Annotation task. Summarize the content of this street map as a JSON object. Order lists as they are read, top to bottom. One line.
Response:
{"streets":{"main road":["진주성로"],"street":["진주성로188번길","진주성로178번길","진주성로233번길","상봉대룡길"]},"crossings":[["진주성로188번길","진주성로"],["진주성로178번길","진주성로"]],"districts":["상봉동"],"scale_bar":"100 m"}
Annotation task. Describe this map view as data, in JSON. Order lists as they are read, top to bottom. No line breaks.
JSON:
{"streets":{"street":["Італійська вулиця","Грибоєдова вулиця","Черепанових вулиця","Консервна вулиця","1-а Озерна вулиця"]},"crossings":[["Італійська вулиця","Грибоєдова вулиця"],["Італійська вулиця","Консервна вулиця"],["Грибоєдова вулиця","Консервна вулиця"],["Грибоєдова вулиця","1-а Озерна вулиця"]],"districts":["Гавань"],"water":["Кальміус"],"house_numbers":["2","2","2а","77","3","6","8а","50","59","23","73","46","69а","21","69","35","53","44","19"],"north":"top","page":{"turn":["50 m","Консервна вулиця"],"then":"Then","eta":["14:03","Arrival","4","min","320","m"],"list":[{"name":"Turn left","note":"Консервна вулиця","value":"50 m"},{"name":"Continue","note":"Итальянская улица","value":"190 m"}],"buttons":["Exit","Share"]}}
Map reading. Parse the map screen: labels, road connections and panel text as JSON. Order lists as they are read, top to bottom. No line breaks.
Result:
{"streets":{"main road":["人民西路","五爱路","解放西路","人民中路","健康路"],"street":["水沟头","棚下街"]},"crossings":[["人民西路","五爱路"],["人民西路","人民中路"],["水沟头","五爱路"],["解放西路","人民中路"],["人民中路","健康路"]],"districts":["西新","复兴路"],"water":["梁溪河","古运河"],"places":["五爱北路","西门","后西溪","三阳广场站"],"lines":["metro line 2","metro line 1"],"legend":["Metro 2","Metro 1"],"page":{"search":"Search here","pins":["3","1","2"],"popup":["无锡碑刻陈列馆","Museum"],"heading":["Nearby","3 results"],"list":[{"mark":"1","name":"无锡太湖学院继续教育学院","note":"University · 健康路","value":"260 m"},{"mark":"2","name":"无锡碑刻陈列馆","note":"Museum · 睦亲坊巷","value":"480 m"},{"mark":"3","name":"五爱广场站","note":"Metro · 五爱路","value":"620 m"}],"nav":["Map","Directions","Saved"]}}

★ ★ ★ ★

Work required
Please give back, exactly as it stands above, the stretch from the line with "Annotation task. Describe" through the line with "Map reading. Parse", and no line outside it.

Exercise solution
Annotation task. Describe this map view as data, in JSON. Order lists as they are read, top to bottom. No line breaks.
JSON:
{"streets":{"street":["Італійська вулиця","Грибоєдова вулиця","Черепанових вулиця","Консервна вулиця","1-а Озерна вулиця"]},"crossings":[["Італійська вулиця","Грибоєдова вулиця"],["Італійська вулиця","Консервна вулиця"],["Грибоєдова вулиця","Консервна вулиця"],["Грибоєдова вулиця","1-а Озерна вулиця"]],"districts":["Гавань"],"water":["Кальміус"],"house_numbers":["2","2","2а","77","3","6","8а","50","59","23","73","46","69а","21","69","35","53","44","19"],"north":"top","page":{"turn":["50 m","Консервна вулиця"],"then":"Then","eta":["14:03","Arrival","4","min","320","m"],"list":[{"name":"Turn left","note":"Консервна вулиця","value":"50 m"},{"name":"Continue","note":"Итальянская улица","value":"190 m"}],"buttons":["Exit","Share"]}}
Map reading. Parse the map screen: labels, road connections and panel text as JSON. Order lists as they are read, top to bottom. No line breaks.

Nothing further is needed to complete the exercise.